What the exercise asks
Check each line of the entries for "absolute" and report the ones that have it.

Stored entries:
___
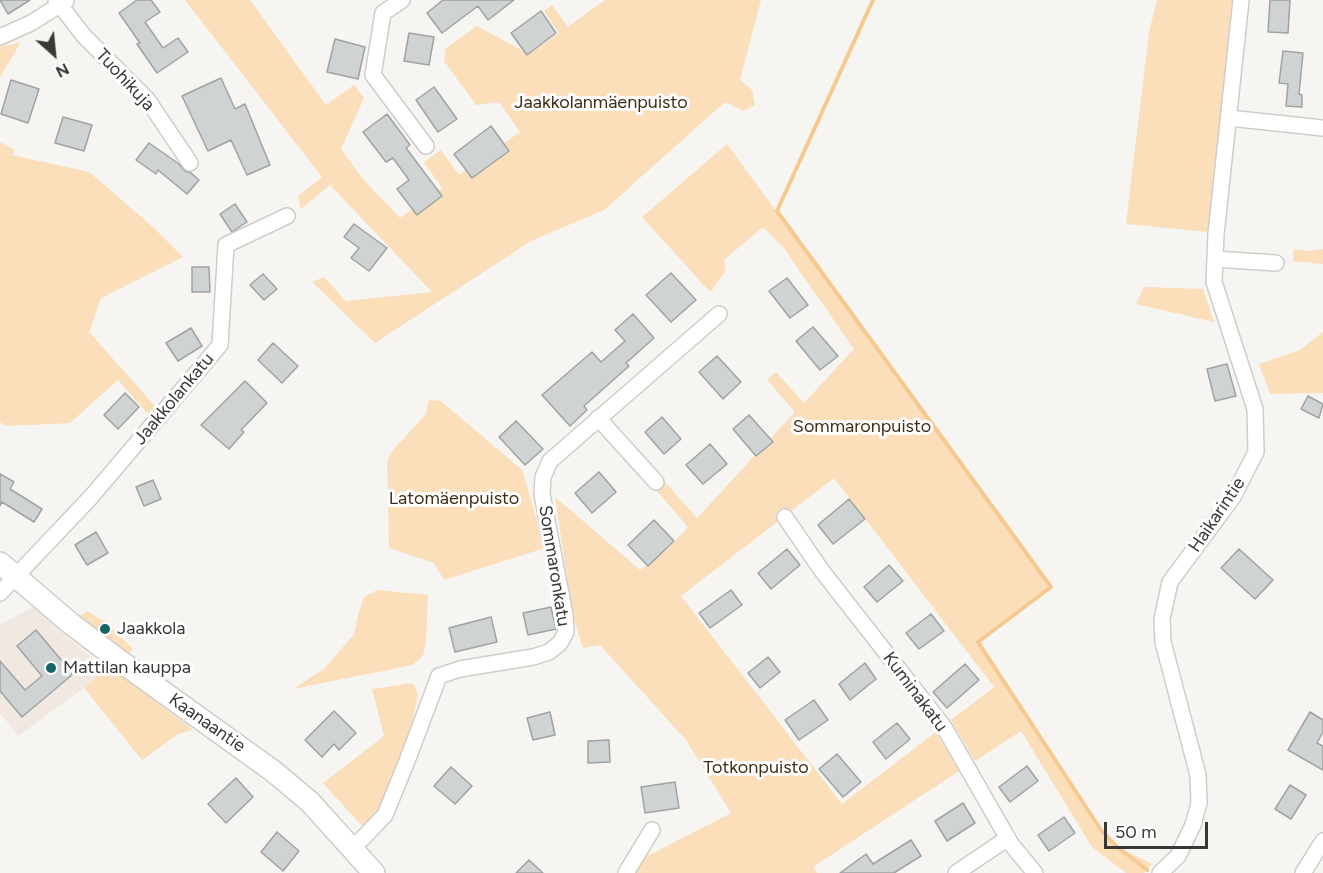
<!DOCTYPE html>
<meta charset="utf-8">
<style>
body{margin:0}
#map{position:relative;width:1323px;height:873px;overflow:hidden;background:#f7f5f2;font-family:Figtree,sans-serif}
canvas{display:block}
.north{position:absolute;left:24px;top:24px;width:60px;height:60px;-webkit-text-stroke:4px #fff;paint-order:stroke;rotate:153deg;font-size:16px;font-weight:700;line-height:24px;text-align:center;color:#393837}
.north::after{content:'';display:block;margin:auto;width:21px;height:27px;background:#393837;clip-path:polygon(50% 0,100% 100%,50% 72%,0 100%)}
.scale{position:absolute;left:1104px;top:822px;width:104px;height:27px;box-sizing:border-box;border:3px solid #393837;border-top:0;padding-left:8px;font-size:18px;line-height:21px;white-space:nowrap;color:#393837;-webkit-text-stroke:4px #fff;paint-order:stroke}
</style>
<div id="map">
<canvas width="1323" height="873"></canvas>
<div class="north">N</div>
<div class="scale">50 m</div>
</div>
<script>
const g = document.querySelector('canvas').getContext('2d');
g.lineJoin = 'round';
function fill(path, color) { g.fillStyle = color; g.fill(path, 'evenodd'); }
const poly = rows => new Path2D(rows.map(r => 'M' + r).join(''));
function stroke(path, color, width, dash) { g.strokeStyle = color; g.lineWidth = width; g.lineCap = dash ? 'butt' : 'round'; g.setLineDash(dash || []); g.stroke(path); }
function drawText(font, color, halo, rows, align = 'center') {
  g.font = font + ' Figtree,sans-serif'; g.lineWidth = 6; g.setLineDash([]); g.textBaseline = 'middle'; g.strokeStyle = halo; g.fillStyle = color; for (const [text, x, y, turn = 0] of rows) {
    g.save(); g.translate(x, y); g.rotate((+turn || 0) * Math.PI / 180); g.textAlign = isNaN(turn) ? turn : align; if (halo) g.strokeText(text, 0, 0); g.fillText(text, 0, 0); g.restore();
  }
}
fill(poly([
 [33,607,107,671,18,736,0,713,0,625]
]), '#f1e9e1');
fill(poly([
 [185,0,250,0,326,105,354,85,364,98,341,149,362,178,400,218,442,188,424,162,441,150,459,175,520,132,499,102,476,105,444,61,446,48,477,26,529,54,559,33,544,11,552,5,568,27,605,0,761,0,740,80,752,90,755,105,743,111,725,102,604,210,531,241,375,343,312,282,324,277,346,301,432,292,330,185,301,209,298,196,322,177],
 [1157,0,1232,0,1209,232,1126,224,1149,32],
 [21,42,0,77,0,47],
 [0,142,15,150,12,155,89,172,154,228,183,257,101,298,89,332,155,406,148,414,118,380,70,423,6,426,0,422],
 [727,144,1051,587,979,642,1101,830,1116,846,1152,864,1144,873,1126,873,1092,847,1021,731,975,761,951,720,994,687,834,478,681,596,842,804,936,732,959,771,813,867,817,873,628,873,632,864,731,813,686,740,600,645,583,648,573,616,555,497,640,570,669,548,688,527,657,491,666,483,697,518,795,412,767,380,776,372,804,403,854,349,783,247,763,227,724,260,726,271,710,292,642,217],
 [1294,249,1310,251,1323,249,1323,264,1293,261],
 [1144,287,1203,289,1214,322,1136,304],
 [1323,332,1323,393,1270,394,1259,364,1300,350],
 [429,400,441,401,522,470,545,548,444,580,434,563,389,548,387,461,393,450,426,414],
 [377,590,428,595,426,642,423,656,412,665,293,689,324,669,354,634,359,611,364,597],
 [87,611,107,623,133,649,120,661,70,623],
 [110,666,193,730,178,734,142,760,84,688],
 [413,683,418,695,412,722,394,775,381,807,362,826,323,783,384,736,372,689]
]), '#fbdeba');
stroke(poly([
 [873,0,777,211,1051,587,978,642,1101,830,1116,846,1147,870]
]), '#f5c98f', 4);
const building = poly([
 [0,0,30,0,8,14,0,0],
 [137,0,151,0,160,12,145,22,163,48,178,38,188,52,157,73,137,44,140,43,119,13,137,0],
 [443,0,514,0,488,20,478,6,442,33,427,13,443,0],
 [1270,0,1290,0,1288,33,1268,32,1270,0],
 [541,11,556,33,527,55,511,33,541,11],
 [409,33,434,37,429,65,404,61,409,33],
 [335,39,365,47,358,79,327,72,335,39],
 [1283,51,1303,53,1299,94,1302,95,1302,107,1286,106,1288,84,1279,83,1283,51],
 [221,78,235,109,245,104,270,165,247,175,231,140,208,151,182,96,221,78],
 [11,80,39,89,28,123,1,114,11,80],
 [434,87,457,119,438,132,416,100,434,87],
 [387,114,410,145,406,148,442,196,417,215,397,189,409,180,393,158,386,162,363,132,387,114],
 [63,117,92,125,84,151,55,143,63,117],
 [491,126,509,151,472,178,454,154,491,126],
 [149,143,179,164,185,171,191,173,199,180,187,194,158,170,156,174,136,160,149,143],
 [235,204,247,222,232,232,220,214,235,204],
 [354,224,387,248,369,271,351,258,359,248,344,237,354,224],
 [192,267,209,267,210,292,192,292,192,267],
 [671,273,696,300,671,322,646,295,671,273],
 [263,274,277,289,264,300,250,285,263,274],
 [787,278,808,305,790,318,769,291,787,278],
 [633,314,654,338,626,363,629,366,584,406,587,410,570,426,542,395,592,352,601,362,625,341,615,330,633,314],
 [813,327,838,356,820,370,796,341,813,327],
 [191,328,202,346,178,361,166,343,191,328],
 [273,343,298,366,282,383,258,360,273,343],
 [717,356,741,382,723,399,699,372,717,356],
 [1227,364,1236,396,1215,401,1207,369,1227,364],
 [245,381,267,403,241,430,244,432,229,449,201,425,245,381],
 [125,393,139,407,118,429,104,415,125,393],
 [1308,396,1323,404,1319,418,1301,409,1308,396],
 [749,415,773,442,756,456,733,429,749,415],
 [662,417,681,439,664,454,645,432,662,417],
 [516,421,543,449,525,465,499,437,516,421],
 [710,444,727,464,703,484,686,465,710,444],
 [599,472,616,492,592,513,575,493,599,472],
 [0,474,14,482,10,489,42,509,34,522,2,502,0,506,0,474],
 [153,480,161,499,144,506,136,487,153,480],
 [849,499,865,519,833,544,818,525,849,499],
 [654,520,674,541,648,566,628,545,654,520],
 [96,532,108,553,87,565,75,545,96,532],
 [787,549,800,565,771,589,758,573,787,549],
 [1239,549,1273,580,1255,599,1221,568,1239,549],
 [889,565,903,581,877,602,864,587,889,565],
 [731,590,742,605,710,628,699,613,731,590],
 [551,607,556,629,528,635,523,613,551,607],
 [931,614,944,631,919,649,906,633,931,614],
 [491,617,497,642,455,652,449,628,491,617],
 [36,630,73,674,22,717,0,691,0,661,25,690,42,676,17,646,36,630],
 [768,657,780,672,760,688,748,673,768,657],
 [865,663,876,679,850,700,839,684,865,663],
 [965,664,979,680,947,708,933,692,965,664],
 [814,700,828,720,799,740,785,720,814,700],
 [334,711,356,733,339,750,334,744,322,757,305,740,334,711],
 [550,712,555,735,533,740,527,718,550,712],
 [1310,712,1323,720,1323,732,1317,743,1323,746,1323,770,1288,750,1310,712],
 [897,723,910,739,886,759,873,742,897,723],
 [609,740,610,762,588,763,588,741,609,740],
 [837,754,861,782,843,797,819,769,837,754],
 [1027,766,1038,781,1010,802,999,787,1027,766],
 [451,767,472,786,455,804,434,786,451,767],
 [236,778,253,797,226,823,208,804,236,778],
 [675,782,679,808,645,813,641,787,675,782],
 [1290,785,1306,795,1291,819,1275,809,1290,785],
 [963,803,975,823,947,841,935,821,963,803],
 [1064,817,1075,833,1049,851,1038,835,1064,817],
 [277,832,299,851,283,871,261,852,277,832],
 [911,840,921,856,894,873,840,873,866,854,873,864,911,840],
 [529,860,543,873,516,873,529,860]
]);
fill(building, '#cfd3d3');
stroke(building, '#9fa3a3', 1.5);
const street = poly([
 [56,0,84,36,147,99,190,163],
 [402,0,383,13,373,75,426,146],
 [0,37,31,23,66,1],
 [1229,118,1323,128],
 [1215,259,1276,263],
 [598,418,656,482],
 [785,517,822,571,944,727,1011,844,1035,873],
 [0,593,91,497,220,345,226,245,287,216],
 [351,847,362,839,385,815,407,761,439,676,460,669,533,657,549,652,560,643,566,632,565,615,542,494,543,477,550,461,719,314],
 [626,873,652,830],
 [956,873,1008,838],
 [1160,873,1178,856,1193,825,1199,803,1198,775,1163,642,1162,619,1170,582,1233,497,1256,452,1255,409,1214,282,1216,234,1241,0],
 [1303,873,1323,841]
]);
const secondary = poly([
 [0,563,70,623,120,661,273,771,310,802,374,873]
]);
stroke(street, '#cfcdca', 18);
stroke(secondary, '#cfcdca', 24);
stroke(street, '#fff', 15);
stroke(secondary, '#fff', 21);
for (const [x, y, r, color] of [
 [105,629,6,"#16646a"],
 [51,668,6,"#16646a"]
]) { const dot = new Path2D(); dot.arc(x, y, r, 0, 2 * Math.PI); g.fillStyle = color; g.fill(dot); stroke(dot, '#fff', 2); }
drawText('18px', '#393837', '#fff', [
 ["Tuohikuja",125,80,47],
 ["Jaakkolankatu",174,399,-50],
 ["Haikarintie",1217,515,-56],
 ["Sommaronkatu",554,566,81],
 ["Kuminakatu",915,692,53],
 ["Kaanaantie",207,723,35]
]);
drawText('18px', '#402d14', '#fff', [
 ["Jaakkolanmäenpuisto",601,103],
 ["Sommaronpuisto",862,427],
 ["Latomäenpuisto",454,499],
 ["Totkonpuisto",756,768]
]);
drawText('18px', '#393837', '#fff', [
 ["Jaakkola",117,629],
 ["Mattilan kauppa",63,668]
], 'left');
</script>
___
Reply to the exercise
.north{position:absolute;left:24px;top:24px;width:60px;height:60px;-webkit-text-stroke:4px #fff;paint-order:stroke;rotate:153deg;font-size:16px;font-weight:700;line-height:24px;text-align:center;color:#393837}
.scale{position:absolute;left:1104px;top:822px;width:104px;height:27px;box-sizing:border-box;border:3px solid #393837;border-top:0;padding-left:8px;font-size:18px;line-height:21px;white-space:nowrap;color:#393837;-webkit-text-stroke:4px #fff;paint-order:stroke}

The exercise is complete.